Mientras escribo contemplo la línea
espumosa de una tarde en playa El Agua y veo desmigajarse el minutero del ocaso
en Puerto Ordaz. Miro calles resplandecientes de mi pueblo justo ahora, cinco y
cuarenta y siete, y te cuento que el reloj no se equivoca, como tampoco el
hecho de saber que te mueves como pez en el mar de la memoria, en las babas del
tiempo, y así nadas entre una muñeca y otra, deambulas por ellas, atraviesas
como si tal cosa la malla elástica, porosa, finísima que separa lugares, soles
o tempestades.
Vuelvo y repito, es probable que en ello
radique la nostalgia. Le das un puntapié al olvido hasta que por fin haces con
él lo que el artista con el barro: creas tus utensilios, juegas con la tierra
para inventar e inventarte. Morriña, saudade, ve tú a saber cuál es la etiqueta
y qué puede importar.
Busco en mi libreta una frase de Camus que
anoté hace tiempo. “¿Qué es la felicidad sino el simple acuerdo entre un ser y
la existencia que lleva?” La escribió en Nupcias,
un libro de sus comienzos. Ahí, de semejante acuerdo deriva buena parte de lo
que vamos siendo. Lo que vamos siendo, por supuesto, es el presente y es la
memoria y ahora lo veo: el acto de recordar es un fenómeno que se abraza a la
nostalgia, quizás única manera de patear en la ingle a la señora amnesia. Dime
tú si no.
En Quito, a esta hora el claroscuro le hace
el amor al horizonte. Desde el frío pega el calor de otros instantes y me dejo
llevar. Memorias, saudades, soledades a la sombra de una pipa o de un tabaco.

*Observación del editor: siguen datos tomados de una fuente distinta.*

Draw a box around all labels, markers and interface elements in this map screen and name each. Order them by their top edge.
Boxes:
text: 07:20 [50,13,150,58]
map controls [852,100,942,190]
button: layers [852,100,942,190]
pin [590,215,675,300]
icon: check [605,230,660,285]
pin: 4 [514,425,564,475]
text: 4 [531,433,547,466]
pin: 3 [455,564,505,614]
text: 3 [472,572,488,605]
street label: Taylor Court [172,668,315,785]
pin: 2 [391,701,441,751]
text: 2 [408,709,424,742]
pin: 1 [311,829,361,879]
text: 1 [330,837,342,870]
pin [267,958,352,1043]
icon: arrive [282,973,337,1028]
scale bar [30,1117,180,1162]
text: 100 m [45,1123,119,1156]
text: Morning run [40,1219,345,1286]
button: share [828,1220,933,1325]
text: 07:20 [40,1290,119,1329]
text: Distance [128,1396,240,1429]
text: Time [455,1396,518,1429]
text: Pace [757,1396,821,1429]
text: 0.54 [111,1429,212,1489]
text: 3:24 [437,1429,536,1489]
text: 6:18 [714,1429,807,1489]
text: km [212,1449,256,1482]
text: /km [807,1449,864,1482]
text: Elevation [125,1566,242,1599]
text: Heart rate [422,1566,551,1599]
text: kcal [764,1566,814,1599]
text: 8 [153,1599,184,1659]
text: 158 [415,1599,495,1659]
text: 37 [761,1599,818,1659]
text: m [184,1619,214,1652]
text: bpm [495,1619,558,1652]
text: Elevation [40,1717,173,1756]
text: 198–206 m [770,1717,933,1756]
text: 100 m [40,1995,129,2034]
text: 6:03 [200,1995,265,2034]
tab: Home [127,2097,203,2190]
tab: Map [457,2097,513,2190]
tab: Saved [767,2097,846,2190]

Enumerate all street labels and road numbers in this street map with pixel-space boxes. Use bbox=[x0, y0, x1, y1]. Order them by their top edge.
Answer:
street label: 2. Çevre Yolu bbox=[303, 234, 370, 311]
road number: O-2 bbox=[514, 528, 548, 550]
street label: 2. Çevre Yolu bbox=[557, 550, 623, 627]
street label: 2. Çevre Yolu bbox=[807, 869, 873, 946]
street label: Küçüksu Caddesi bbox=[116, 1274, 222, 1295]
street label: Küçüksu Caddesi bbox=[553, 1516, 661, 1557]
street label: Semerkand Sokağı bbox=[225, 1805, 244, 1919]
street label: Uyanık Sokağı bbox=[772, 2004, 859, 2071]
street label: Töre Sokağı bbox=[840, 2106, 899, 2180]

Venezuela cabe por completo en una bocanada.
2 comentarios:
¿Entiendo bien o también perteneces a esa diáspora construida deliberadamente, con precisión quirúrgica por los destructores de Venezuela?
Bueno, saludos desde Madrid...
Hola Antolín, recibe un abrazo fuerte desde estos confines. Tiempo sin saber de ti!
Sí, estoy en Quito, ciudad a la que llegué luego de ganar una cátedra universitaria.
Espero que hayas pasado una feliz Navidad a pesar de los pesares.
Seguimos en contacto!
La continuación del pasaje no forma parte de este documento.